_REQUIREMENT:_ Return every line of the entries that includes the word "Keep".

_WORKING DATA:_
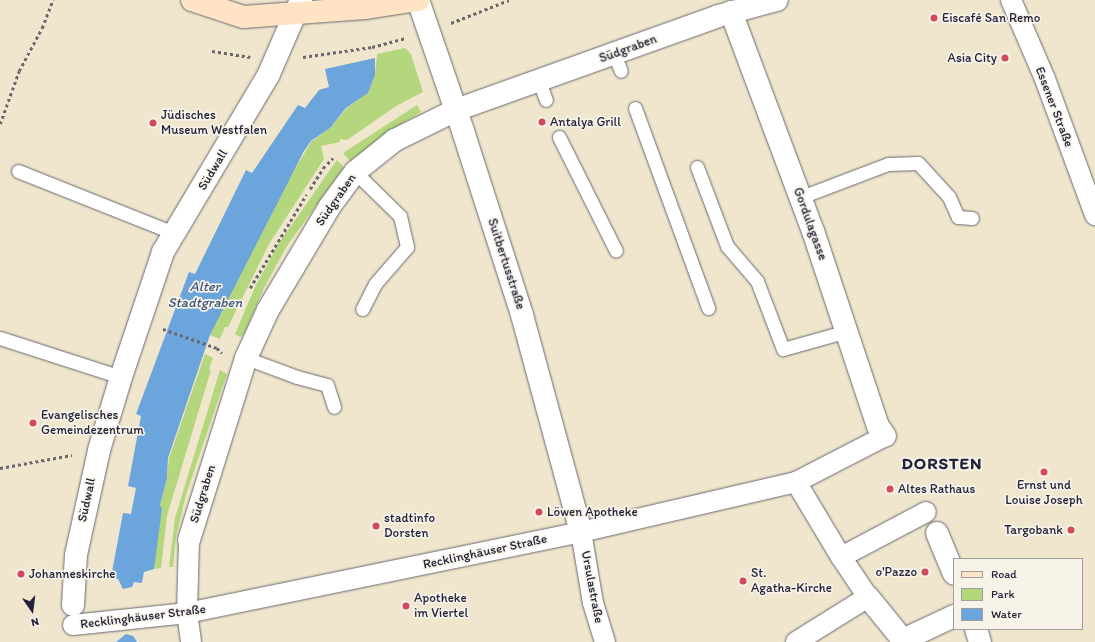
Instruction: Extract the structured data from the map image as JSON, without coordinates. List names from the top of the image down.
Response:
{
  "streets": {
    "street": [
      "Südgraben",
      "Essener Straße",
      "Südwall",
      "Gordulagasse",
      "Suitbertusstraße",
      "Recklinghäuser Straße",
      "Ursulastraße"
    ]
  },
  "crossings": [
    ["Südgraben", "Gordulagasse"],
    ["Südgraben", "Suitbertusstraße"],
    ["Südgraben", "Recklinghäuser Straße"],
    ["Südwall", "Recklinghäuser Straße"],
    ["Gordulagasse", "Recklinghäuser Straße"],
    ["Suitbertusstraße", "Recklinghäuser Straße"],
    ["Suitbertusstraße", "Ursulastraße"],
    ["Recklinghäuser Straße", "Ursulastraße"]
  ],
  "districts": ["DORSTEN"],
  "water": ["Alter Stadtgraben"],
  "places": [
    "Eiscafé San Remo",
    "Asia City",
    "Antalya Grill",
    "Jüdisches Museum Westfalen",
    "Evangelisches Gemeindezentrum",
    "Ernst und Louise Joseph",
    "Altes Rathaus",
    "Löwen Apotheke",
    "stadtinfo Dorsten",
    "Targobank",
    "o'Pazzo",
    "Johanneskirche",
    "St. Agatha-Kirche",
    "Apotheke im Viertel"
  ],
  "legend": ["Road", "Park", "Water"],
  "north": "bottom"
}
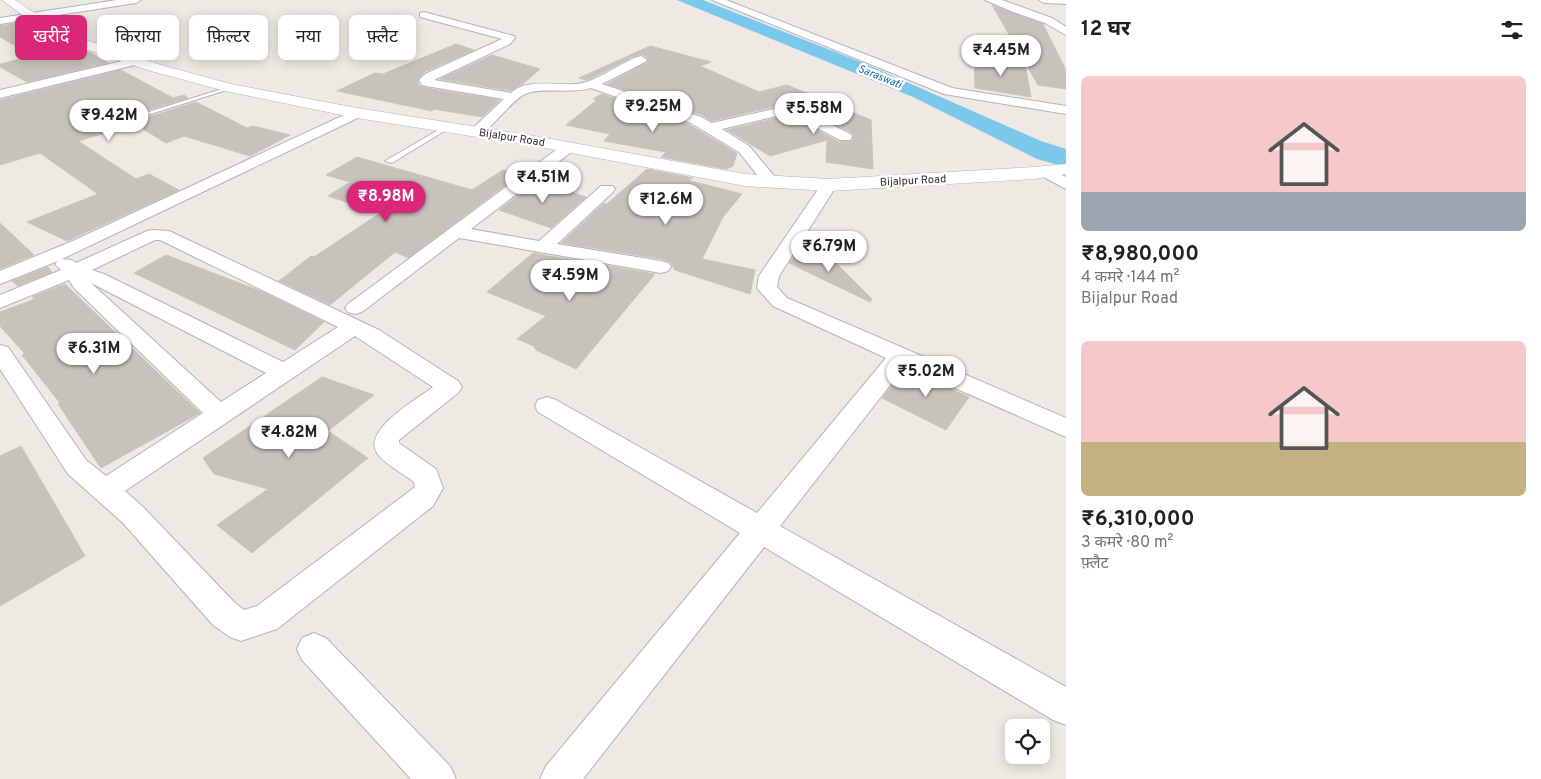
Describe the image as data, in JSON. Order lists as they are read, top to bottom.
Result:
{
  "streets": {
    "main road": ["Bijalpur Road"]
  },
  "water": ["Saraswati"],
  "page": {
    "heading": "12 घर",
    "chip": [
      "खरीदें",
      "किराया",
      "फ़िल्टर",
      "नया",
      "फ़्लैट"
    ],
    "price": [
      "₹4.45M",
      "₹9.25M",
      "₹5.58M",
      "₹9.42M",
      "₹4.51M",
      "₹8.98M",
      "₹12.6M",
      "₹6.79M",
      "₹4.59M",
      "₹6.31M",
      "₹5.02M",
      "₹4.82M"
    ],
    "list": [
      {
        "name": "₹8,980,000",
        "note": "4 कमरे · 144 m² · Bijalpur Road"
      },
      {
        "name": "₹6,310,000",
        "note": "3 कमरे · 80 m² · फ़्लैट"
      }
    ]
  }
}
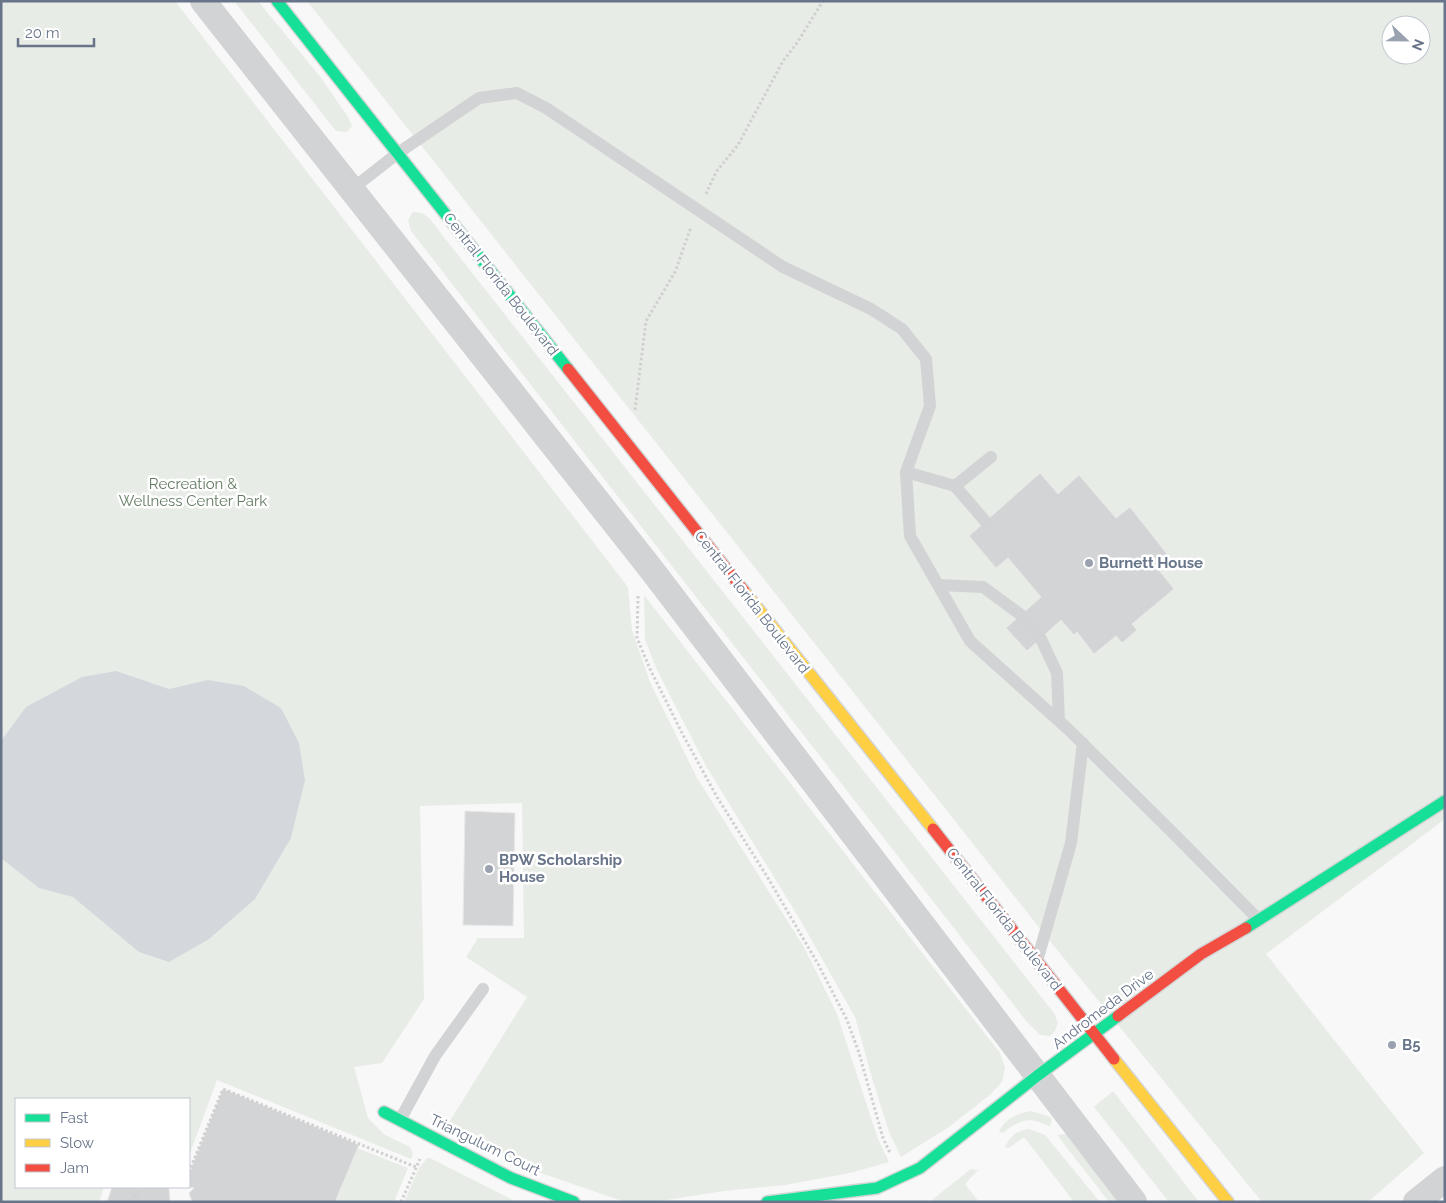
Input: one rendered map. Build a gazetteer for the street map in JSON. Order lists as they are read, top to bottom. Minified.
{"streets":{"street":["Central Florida Boulevard","Andromeda Drive","Triangulum Court"]},"crossings":[["Central Florida Boulevard","Andromeda Drive"]],"parks":["Recreation & Wellness Center Park"],"places":["Burnett House","BPW Scholarship House","B5"],"legend":["Fast","Slow","Jam"],"scale_bar":"20 m","north":"right"}
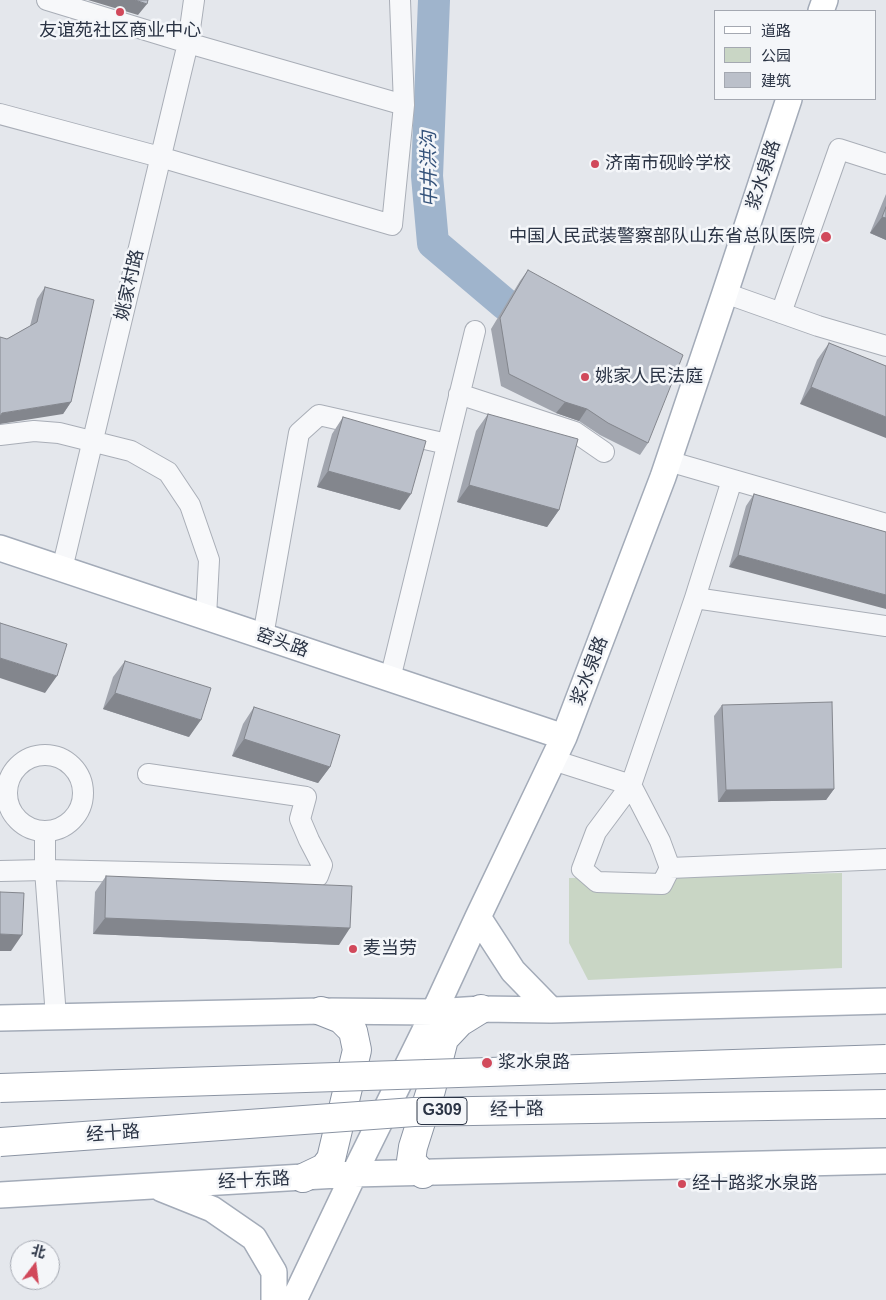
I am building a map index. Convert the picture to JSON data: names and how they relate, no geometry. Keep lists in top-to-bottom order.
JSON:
{
  "streets": {
    "highway": ["经十路", "G309"],
    "main road": ["浆水泉路", "窑头路", "经十东路"],
    "street": ["姚家村路"]
  },
  "crossings": [
    ["浆水泉路", "窑头路"],
    ["浆水泉路", "经十东路"],
    ["姚家村路", "窑头路"]
  ],
  "water": ["中井洪沟"],
  "places": [
    "友谊苑社区商业中心",
    "济南市砚岭学校",
    "中国人民武装警察部队山东省总队医院",
    "姚家人民法庭",
    "麦当劳",
    "浆水泉路",
    "经十路浆水泉路"
  ],
  "legend": ["道路", "公园", "建筑"],
  "north": "top"
}
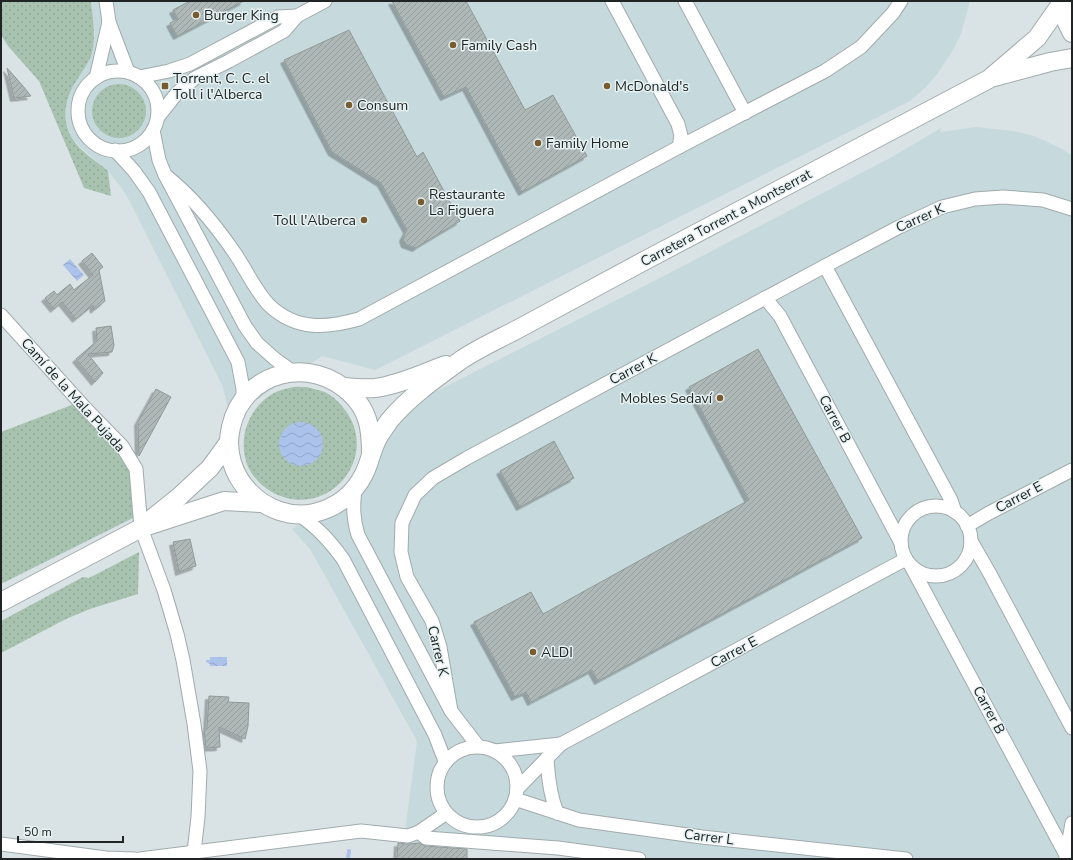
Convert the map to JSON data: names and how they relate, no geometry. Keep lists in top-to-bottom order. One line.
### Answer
{"streets":{"main road":["Carretera Torrent a Montserrat"],"street":["Carrer K","Camí de la Mala Pujada","Carrer B","Carrer E","Carrer L"]},"crossings":[["Carrer K","Carrer B"],["Carrer B","Carrer E"]],"places":{"other":["Burger King","Family Cash","McDonald's","Consum","Family Home","Restaurante La Figuera","Toll l'Alberca","Mobles Sedaví","ALDI"],"transit":["Torrent, C. C. el Toll i l'Alberca"]},"scale_bar":"50 m"}
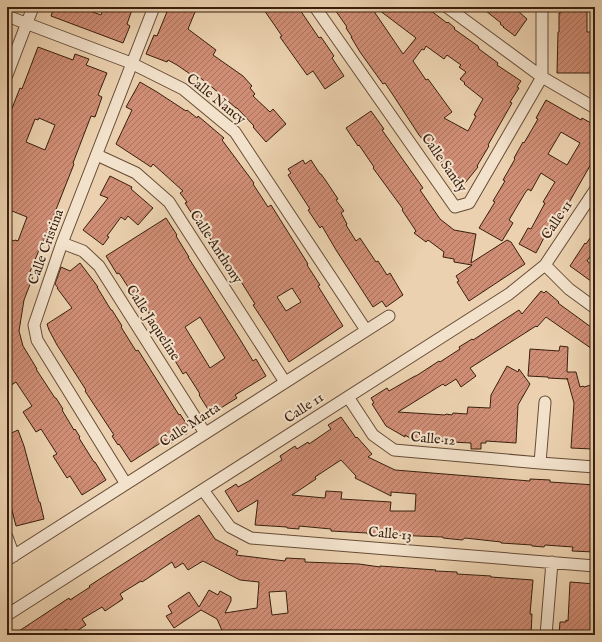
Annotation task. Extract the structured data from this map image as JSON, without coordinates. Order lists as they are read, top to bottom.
{
  "streets": {
    "street": [
      "Calle Nancy",
      "Calle Sandy",
      "Calle 11",
      "Calle Cristina",
      "Calle Anthony",
      "Calle Jaqueline",
      "Calle Marta",
      "Calle 12",
      "Calle 13"
    ]
  },
  "crossings": [
    ["Calle Nancy", "Calle Cristina"],
    ["Calle Nancy", "Calle Marta"],
    ["Calle 11", "Calle 12"],
    ["Calle 11", "Calle 13"],
    ["Calle Cristina", "Calle Anthony"],
    ["Calle Cristina", "Calle Jaqueline"],
    ["Calle Cristina", "Calle Marta"],
    ["Calle Anthony", "Calle Marta"],
    ["Calle Jaqueline", "Calle Marta"]
  ]
}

_YOUR RESPONSE:_
I am building a map index. Convert the picture to JSON data: names and how they relate, no geometry. Keep lists in top-to-bottom order.
Convert the map to JSON data: names and how they relate, no geometry. Keep lists in top-to-bottom order. One line.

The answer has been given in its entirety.